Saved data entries
* * * * * * * * *

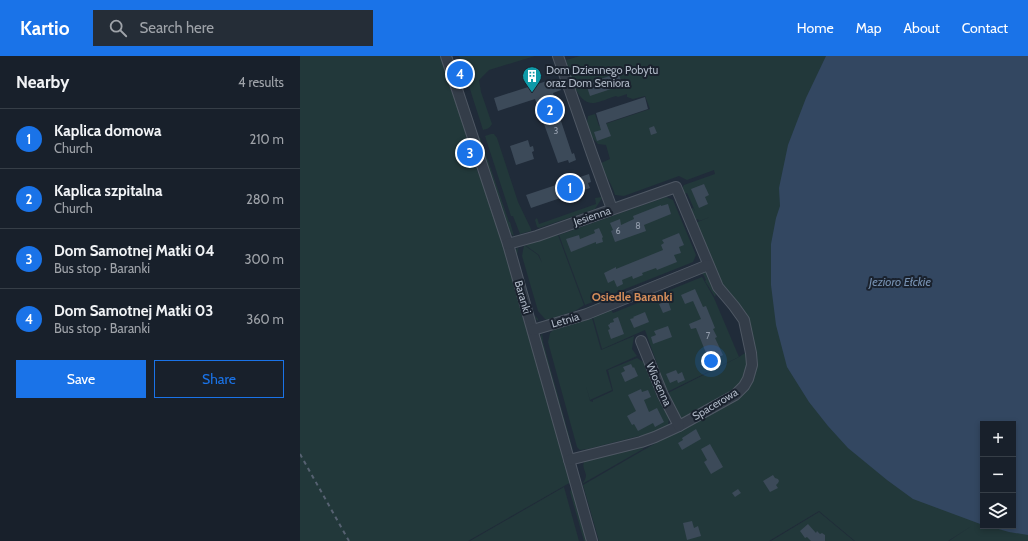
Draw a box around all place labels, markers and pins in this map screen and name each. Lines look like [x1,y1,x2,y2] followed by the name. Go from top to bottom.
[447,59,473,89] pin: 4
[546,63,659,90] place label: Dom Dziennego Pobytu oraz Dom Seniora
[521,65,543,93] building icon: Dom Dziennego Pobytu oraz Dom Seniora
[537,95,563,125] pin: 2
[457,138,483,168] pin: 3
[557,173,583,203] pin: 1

* * * * * * * * *

- _Exercise aim_: Transcribe every entry word for word, excluding images.

- _Written response_:
Draw a box around all place labels, markers and pins in this map screen and name each. Lines look like [x1,y1,x2,y2] followed by the name. Go from top to bottom.
[447,59,473,89] pin: 4
[546,63,659,90] place label: Dom Dziennego Pobytu oraz Dom Seniora
[521,65,543,93] building icon: Dom Dziennego Pobytu oraz Dom Seniora
[537,95,563,125] pin: 2
[457,138,483,168] pin: 3
[557,173,583,203] pin: 1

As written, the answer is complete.